Feature #14362
closeduse BigDecimal instead of Float by default
Description
When writing a decimal the default type assigned is Float
:
> 1.2.class
=> Float
This is great for memory savings and for application speed but it comes with accuracy issues:
> 129.95 * 100
=> 12994.999999999998
Ruby's own BigDecimal
docs say:
Decimal arithmetic is also useful for general calculation, because it provides the correct answers people expect–whereas normal binary floating point arithmetic often introduces subtle errors because of the conversion between base 10 and base 2.
What if BigDecimal
was moved into the Ruby core and made the default for numbers like 1.2
?
> 1.2.class
=> BigDecimal
I realize this goes against the 3x3 goal but I think BigDecimal
is preferable over Float
for developer happiness. I've seen lots of developers stumble when first learning about the pitfalls of Float
. I've see test suites where a range is tested for because of answers like 12994.999999999998
instead of 12995.0
. At one point trading accuracy for performance made sense. I'm not sure that's still the case today.

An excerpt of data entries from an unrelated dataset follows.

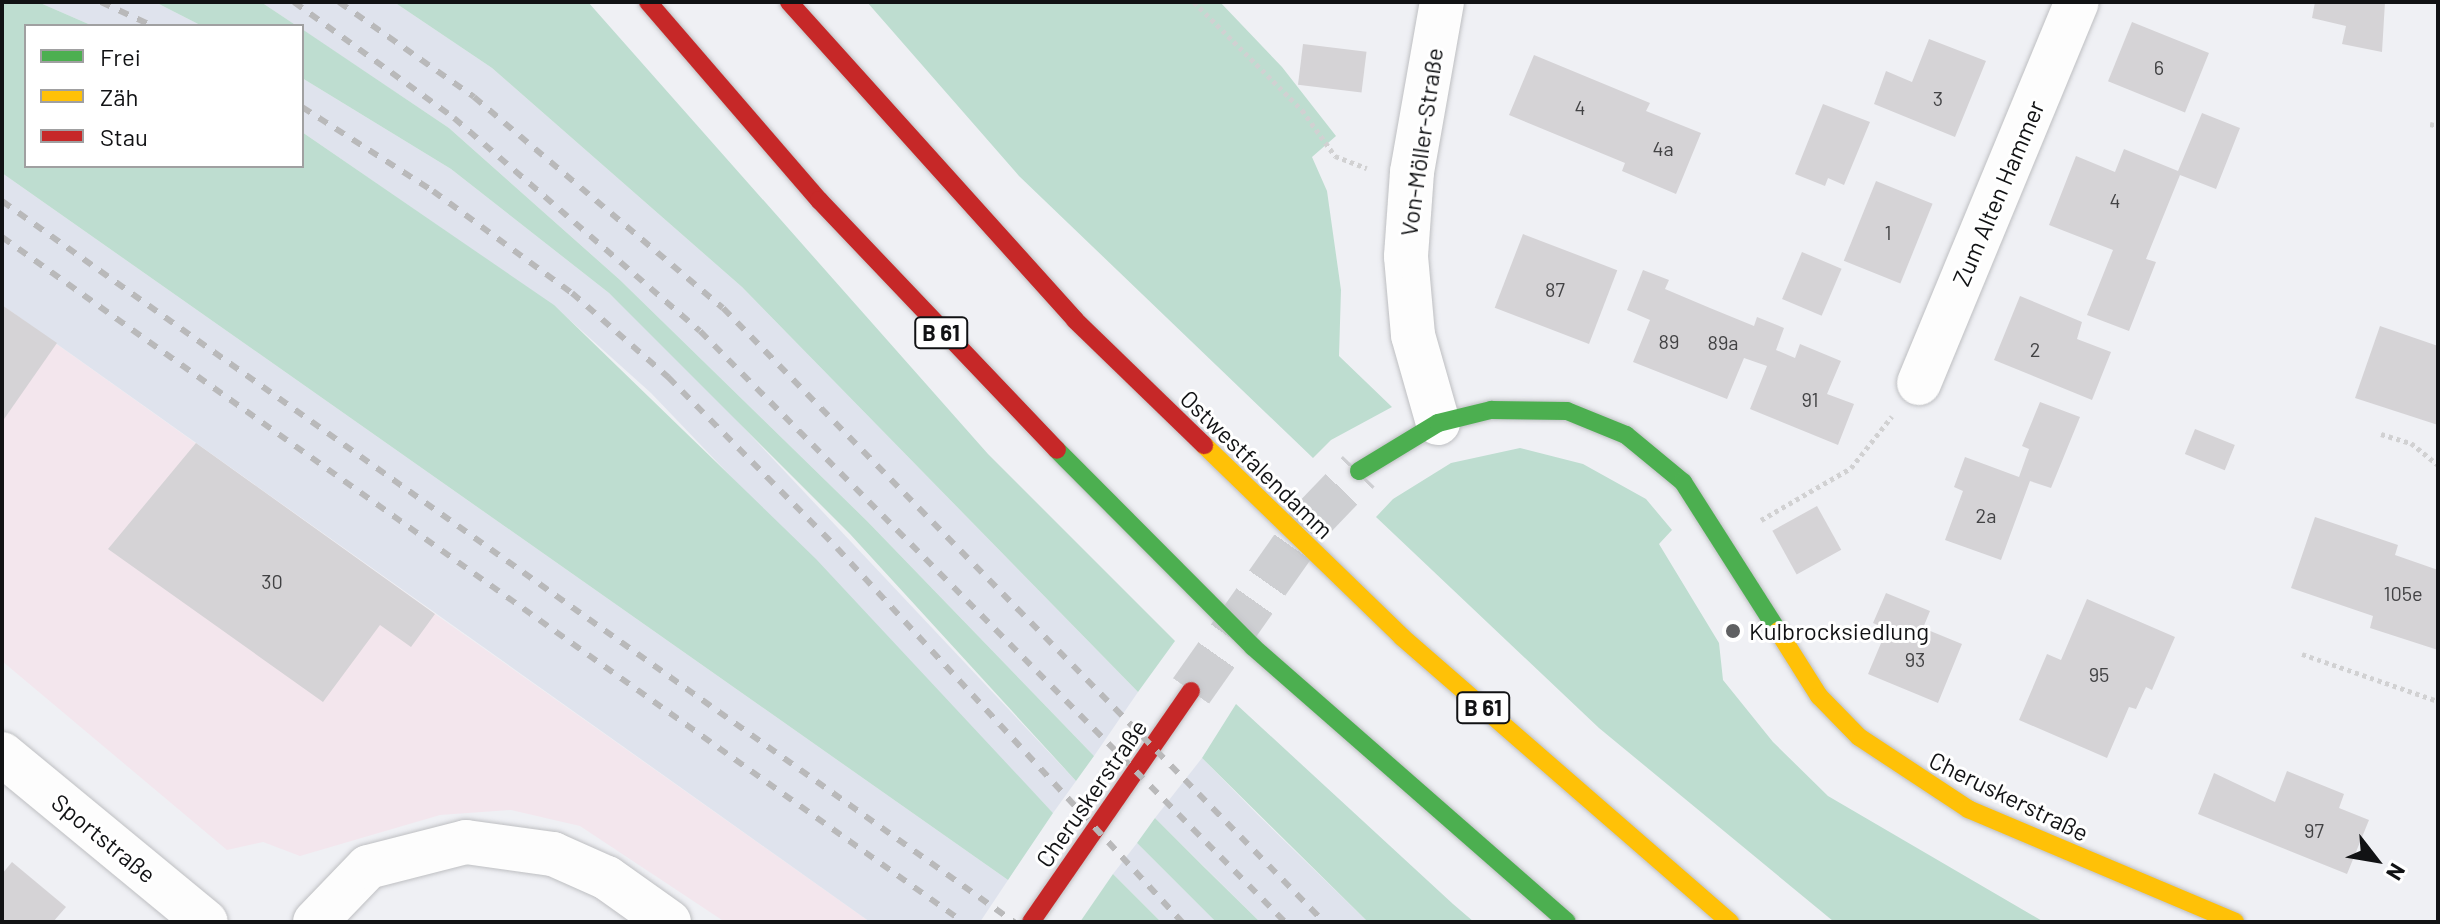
<!DOCTYPE html>
<meta charset="utf-8">
<style>
body{margin:0}
#map{position:relative;width:2440px;height:924px;overflow:hidden;background:#eff0f4;font-family:Barlow,sans-serif}
div>[style]{position:absolute}
.industrial>*{inset:0;background:#f3e6ed}
.built>*{inset:0;background:#dfe3ed}
.green>*{inset:0;background:#beddd0}
.building>*{inset:0;background:#d5d3d6;transform-origin:0 0}
.secondary-tunnel>*{height:44px;margin-top:-22px;transform-origin:0;background:repeating-linear-gradient(90deg,#cecfd2 0 44px,transparent 0 66px)}
.path>*{height:5px;margin-top:-2.5px;transform-origin:0;background:repeating-linear-gradient(90deg,#d1d1d2 0 4px,transparent 0 8px)}
.roads{filter:drop-shadow(0 0 2px #bebfc2) drop-shadow(0 0 2px #bebfc2)}
.street>*{height:44px;margin:-22px;padding:0 22px;transform-origin:22px;border-radius:22px;background:#fdfdfd}
.fast>*{height:18px;margin:-9px;padding:0 9px;transform-origin:9px;border-radius:9px;background:#4caf50}
.slow>*{height:18px;margin:-9px;padding:0 9px;transform-origin:9px;border-radius:9px;background:#ffc107}
.jam>*{height:18px;margin:-9px;padding:0 9px;transform-origin:9px;border-radius:9px;background:#c62828}
.rail>*{height:6px;margin-top:-3px;transform-origin:0;background:repeating-linear-gradient(90deg,#b9b9ba 0 10px,transparent 0 20px)}
.dots>*{width:22px;height:22px;translate:-50% -50%;box-sizing:border-box;border:4px solid #fff;border-radius:50%}
span{translate:-50% -50%;white-space:nowrap;text-align:center;line-height:1.15;-webkit-text-stroke:6px #fff;paint-order:stroke}
.number-label{font-size:20px;color:#424244}
.number-label span{-webkit-text-stroke-width:0}
.shield-label span{padding:2px 6px;background:#fff;border:2px solid;border-radius:6px;-webkit-text-stroke-width:0}
.shield-label{font-size:22px;color:#111214;font-weight:700}
.street-label{font-size:24px;color:#111214}
.poi-label{font-size:24px;color:#111214}
.left{translate:0 -50%;text-align:left}
.frame{position:absolute;inset:0;border:4px solid #111214;pointer-events:none}
.legend{position:absolute;left:24px;top:24px;width:280px;height:144px;box-sizing:border-box;background:#fff;border:2px solid #a0a0a1;margin:0;padding:10px 14px;list-style:none;font-size:24px;color:#111214}
.legend li{display:flex;align-items:center;gap:16px;height:40px}
.legend b{width:40px;border:2px solid #a0a0a1}
.north{position:absolute;left:2336px;top:820px;width:80px;height:80px;-webkit-text-stroke:6px #fff;paint-order:stroke;rotate:121deg;font-size:22px;font-weight:700;line-height:32px;text-align:center;color:#111214}
.north::after{content:'';display:block;margin:auto;width:28px;height:36px;background:#111214;clip-path:polygon(50% 0,100% 100%,50% 72%,0 100%)}
</style>
<div id="map">
<div class="industrial">
<div style="clip-path:polygon(2px 305px,435px 614px,870px 922px,725px 922px,580px 826px,511px 810px,440px 815px,300px 856px,263px 842px,227px 850px,2px 661px)"></div>
</div>
<div class="built">
<div style="clip-path:polygon(38px 2px,155px 2px,202px 26px,93px 26px)"></div>
<div style="clip-path:polygon(261px 2px,394px 2px,492px 68px,742px 287px,1138px 692px,1094px 756px,867px 521px,620px 280px,449px 128px)"></div>
<div style="clip-path:polygon(302px 78px,451px 169px,609px 293px,679px 359px,1076px 781px,1053px 813px,651px 393px,553px 305px,302px 132px)"></div>
<div style="clip-path:polygon(2px 173px,1008px 880px,980px 922px,870px 922px,2px 305px)"></div>
<div style="clip-path:polygon(1202px 758px,1258px 815px,1368px 922px,1260px 922px,1155px 818px)"></div>
<div style="clip-path:polygon(1137px 843px,1216px 922px,1161px 922px,1113px 874px)"></div>
</div>
<div class="green">
<div style="clip-path:polygon(2px 2px,38px 2px,93px 26px,26px 26px,26px 166px,302px 166px,302px 132px,554px 305px,816px 559px,1053px 813px,1008px 880px,2px 173px)"></div>
<div style="clip-path:polygon(155px 2px,261px 2px,297px 26px,202px 26px)"></div>
<div style="clip-path:polygon(394px 2px,588px 2px,988px 454px,1175px 641px,1138px 692px,742px 287px,492px 68px)"></div>
<div style="clip-path:polygon(867px 2px,1220px 2px,1282px 67px,1336px 136px,1312px 157px,1327px 191px,1341px 290px,1339px 356px,1392px 407px,1331px 440px,1313px 458px,1019px 176px)"></div>
<div style="clip-path:polygon(302px 29px,449px 128px,620px 280px,867px 521px,1094px 756px,1076px 781px,850px 534px,609px 293px,451px 169px,302px 78px)"></div>
<div style="clip-path:polygon(1520px 448px,1583px 464px,1646px 499px,1672px 530px,1659px 544px,1719px 643px,1723px 680px,1773px 742px,1828px 796px,2044px 922px,2104px 922px,1835px 922px,1833px 921px,1599px 728px,1376px 517px,1393px 499px,1451px 463px)"></div>
<div style="clip-path:polygon(1236px 704px,1453px 904px,1474px 922px,1368px 922px,1202px 758px)"></div>
<div style="clip-path:polygon(1155px 818px,1205px 868px,1260px 922px,1216px 922px,1137px 843px)"></div>
<div style="clip-path:polygon(1113px 874px,1161px 922px,1080px 922px)"></div>
</div>
<div class="building">
<div style="clip-path:polygon(2315px 2px,2385px 2px,2382px 52px,2342px 44px,2346px 26px,2312px 18px)"></div>
<div style="left:2132px;top:22px;width:83px;height:64px;rotate:22deg"></div>
<div style="clip-path:polygon(1929px 39px,1986px 61px,1955px 137px,1874px 104px,1886px 71px,1912px 82px)"></div>
<div style="left:1303px;top:44px;width:64px;height:41px;rotate:7deg"></div>
<div style="clip-path:polygon(1534px 55px,1650px 103px,1646px 111px,1701px 133px,1676px 194px,1622px 171px,1625px 163px,1509px 115px)"></div>
<div style="clip-path:polygon(1823px 104px,1870px 122px,1844px 185px,1828px 178px,1825px 186px,1795px 174px)"></div>
<div style="clip-path:polygon(2202px 113px,2240px 128px,2216px 189px,2180px 175px,2146px 259px,2156px 262px,2129px 331px,2087px 315px,2113px 250px,2049px 225px,2076px 156px,2115px 172px,2124px 149px,2178px 171px)"></div>
<div style="left:1876px;top:181px;width:61px;height:86px;rotate:22deg"></div>
<div style="left:1523px;top:234px;width:101px;height:79px;rotate:21deg"></div>
<div style="left:1802px;top:252px;width:43px;height:51px;rotate:23deg"></div>
<div style="clip-path:polygon(1643px 270px,1669px 280px,1665px 289px,1710px 308px,1754px 326px,1757px 317px,1784px 328px,1776px 350px,1795px 358px,1800px 344px,1841px 361px,1827px 394px,1854px 404px,1838px 445px,1750px 409px,1767px 366px,1744px 358px,1727px 399px,1633px 362px,1650px 320px,1627px 310px)"></div>
<div style="clip-path:polygon(2020px 296px,2082px 322px,2077px 339px,2111px 352px,2092px 400px,1994px 360px)"></div>
<div style="clip-path:polygon(2px 305px,57px 343px,2px 422px)"></div>
<div style="clip-path:polygon(2380px 326px,2438px 346px,2438px 425px,2355px 398px)"></div>
<div style="clip-path:polygon(2040px 402px,2080px 417px,2051px 488px,2030px 481px,2001px 560px,1945px 540px,1963px 491px,1954px 487px,1965px 457px,2019px 477px,2029px 449px,2022px 446px)"></div>
<div style="left:2195px;top:429px;width:43px;height:27px;rotate:22deg"></div>
<div style="clip-path:polygon(196px 443px,435px 614px,411px 647px,380px 625px,323px 702px,108px 549px)"></div>
<div style="left:1817px;top:506px;width:50px;height:51px;rotate:61deg"></div>
<div style="clip-path:polygon(2315px 517px,2398px 545px,2395px 555px,2438px 570px,2438px 650px,2370px 628px,2373px 616px,2291px 588px)"></div>
<div style="clip-path:polygon(1886px 593px,1930px 611px,1923px 628px,1962px 644px,1938px 703px,1868px 674px,1887px 629px,1873px 623px)"></div>
<div style="clip-path:polygon(2087px 599px,2175px 637px,2152px 690px,2146px 687px,2136px 709px,2129px 707px,2107px 758px,2019px 720px,2047px 654px,2061px 660px)"></div>
<div style="clip-path:polygon(2287px 771px,2344px 794px,2339px 808px,2369px 820px,2347px 874px,2198px 814px,2214px 773px,2275px 802px)"></div>
<div style="clip-path:polygon(12px 862px,66px 907px,53px 922px,2px 922px,2px 874px)"></div>
</div>
<div class="secondary-tunnel">
<div style="left:1191px;top:691px;width:208px;rotate:-54.8deg"></div>
<div style="left:1311px;top:521px;width:69px;rotate:-46.2deg"></div>
</div>
<div class="path">
<div style="left:1194px;top:2px;width:153px;rotate:45deg"></div>
<div style="left:1302px;top:110px;width:57px;rotate:54.3deg"></div>
<div style="left:1335px;top:156px;width:34px;rotate:21deg"></div>
<div style="left:2430px;top:124px;width:8px;rotate:14deg"></div>
<div style="left:2381px;top:434px;width:31px;rotate:17deg"></div>
<div style="left:2411px;top:443px;width:35px;rotate:39deg"></div>
<div style="left:1761px;top:520px;width:104px;rotate:-30deg"></div>
<div style="left:1851px;top:468px;width:66px;rotate:-51.7deg"></div>
<div style="left:2302px;top:654px;width:144px;rotate:19.1deg"></div>
</div>
<div class="roads">
<div class="street">
<div style="left:1919px;top:383px;width:412px;rotate:-67.5deg"></div>
<div style="left:1438px;top:423px;width:91px;rotate:-105.9deg"></div>
<div style="left:1413px;top:335px;width:79px;rotate:-95.1deg"></div>
<div style="left:1406px;top:256px;width:84px;rotate:-85.9deg"></div>
<div style="left:1412px;top:172px;width:173px;rotate:-80deg"></div>
<div style="left:2px;top:754px;width:264px;rotate:39.5deg"></div>
<div style="left:315px;top:922px;width:76px;rotate:-46.1deg"></div>
<div style="left:368px;top:867px;width:101px;rotate:-14.3deg"></div>
<div style="left:466px;top:842px;width:88px;rotate:7.9deg"></div>
<div style="left:553px;top:854px;width:59px;rotate:24deg"></div>
<div style="left:607px;top:878px;width:76px;rotate:35.4deg"></div>
</div>
<div class="fast">
<div style="left:1057px;top:450px;width:278px;rotate:45.1deg"></div>
<div style="left:1253px;top:647px;width:417px;rotate:41.2deg"></div>
<div style="left:1359px;top:471px;width:92px;rotate:-31.3deg"></div>
<div style="left:1438px;top:423px;width:55px;rotate:-13.8deg"></div>
<div style="left:1491px;top:410px;width:76px;rotate:0.8deg"></div>
<div style="left:1567px;top:411px;width:64px;rotate:22.1deg"></div>
<div style="left:1626px;top:435px;width:74px;rotate:39.5deg"></div>
<div style="left:1683px;top:482px;width:177px;rotate:57.5deg"></div>
</div>
<div class="slow">
<div style="left:1204px;top:445px;width:276px;rotate:44.1deg"></div>
<div style="left:1402px;top:637px;width:435px;rotate:41deg"></div>
<div style="left:1778px;top:631px;width:77px;rotate:57.8deg"></div>
<div style="left:1819px;top:696px;width:57px;rotate:45.7deg"></div>
<div style="left:1859px;top:737px;width:131px;rotate:33.4deg"></div>
<div style="left:1968px;top:809px;width:290px;rotate:22.9deg"></div>
</div>
<div class="jam">
<div style="left:648px;top:2px;width:262px;rotate:49.2deg"></div>
<div style="left:819px;top:200px;width:345px;rotate:46.4deg"></div>
<div style="left:789px;top:2px;width:428px;rotate:48deg"></div>
<div style="left:1075px;top:320px;width:180px;rotate:44.1deg"></div>
<div style="left:1031px;top:922px;width:281px;rotate:-55.3deg"></div>
</div>
</div>
<div class="rail">
<div style="left:101px;top:2px;width:57px;rotate:24.8deg"></div>
<div style="left:294px;top:2px;width:198px;rotate:35.9deg"></div>
<div style="left:454px;top:118px;width:325px;rotate:40.9deg"></div>
<div style="left:700px;top:331px;width:832px;rotate:45.29deg"></div>
<div style="left:339px;top:2px;width:165px;rotate:35.1deg"></div>
<div style="left:474px;top:97px;width:326px;rotate:40.3deg"></div>
<div style="left:723px;top:308px;width:859px;rotate:45.61deg"></div>
<div style="left:302px;top:107px;width:156px;rotate:32.7deg"></div>
<div style="left:433px;top:191px;width:172px;rotate:36.3deg"></div>
<div style="left:572px;top:293px;width:128px;rotate:41.2deg"></div>
<div style="left:668px;top:377px;width:240px;rotate:45.3deg"></div>
<div style="left:837px;top:548px;width:509px;rotate:47.31deg"></div>
<div style="left:2px;top:201px;width:1243px;rotate:35.47deg"></div>
<div style="left:2px;top:237px;width:1180px;rotate:35.48deg"></div>
</div>
<div class="dots">
<div style="left:1733px;top:631px;background:#5f6062"></div>
</div>
<div class="number-label">
<span style="left:2159px;top:67px">6</span>
<span style="left:1938px;top:98px">3</span>
<span style="left:1580px;top:107px">4</span>
<span style="left:1663px;top:148px">4a</span>
<span style="left:2115px;top:200px">4</span>
<span style="left:1888px;top:232px">1</span>
<span style="left:1555px;top:289px">87</span>
<span style="left:1669px;top:341px">89</span>
<span style="left:1723px;top:342px">89a</span>
<span style="left:2035px;top:349px">2</span>
<span style="left:1810px;top:399px">91</span>
<span style="left:1986px;top:515px">2a</span>
<span style="left:272px;top:581px">30</span>
<span style="left:2403px;top:593px">105e</span>
<span style="left:1915px;top:659px">93</span>
<span style="left:2099px;top:674px">95</span>
<span style="left:2314px;top:830px">97</span>
</div>
<div class="shield-label">
<span style="left:941px;top:333px">B 61</span>
<span style="left:1483px;top:708px">B 61</span>
</div>
<div class="street-label">
<span style="left:1421px;top:142px;rotate:-82deg">Von-Möller-Straße</span>
<span style="left:1998px;top:193px;rotate:-67deg">Zum Alten Hammer</span>
<span style="left:1257px;top:464px;rotate:44deg">Ostwestfalendamm</span>
<span style="left:1091px;top:793px;rotate:-55deg">Cheruskerstraße</span>
<span style="left:2009px;top:796px;rotate:26deg">Cheruskerstraße</span>
<span style="left:104px;top:838px;rotate:39deg">Sportstraße</span>
</div>
<div class="poi-label">
<span class="left" style="left:1749px;top:631px">Kulbrocksiedlung</span>
</div>
<div class="frame"></div>
<ul class="legend">
<li><b style="height:10px;background:#4caf50"></b>Frei</li>
<li><b style="height:10px;background:#ffc107"></b>Zäh</li>
<li><b style="height:10px;background:#c62828"></b>Stau</li>
</ul>
<div class="north">N</div>
</div>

Right now a decimal generates the faster and less accurate Float
. Developers have to opt-in to the slower but safer BigDecimal
by manually requesting a BigDecimal
. By flipping this we default to the safer version and ask developers to opt-in to the faster but less accurate Float
if needed.
> 1.2.class
=> Decimal
> Float.new('1.2')
=> 1.2
There could also be a shorthand for float where the number is followed by an f
(similar to Rational).
1.2f # => Float
The change would help "provide the correct answers people expect". The change would be mostly seamless from an interface standpoint. The only methods on Float
and not on BigDecimal
appear to be rationalize
, next_float
, and prev_float
. I suspect those methods are rarely used. The increased accuracy seems unlikely to cause code issues for people.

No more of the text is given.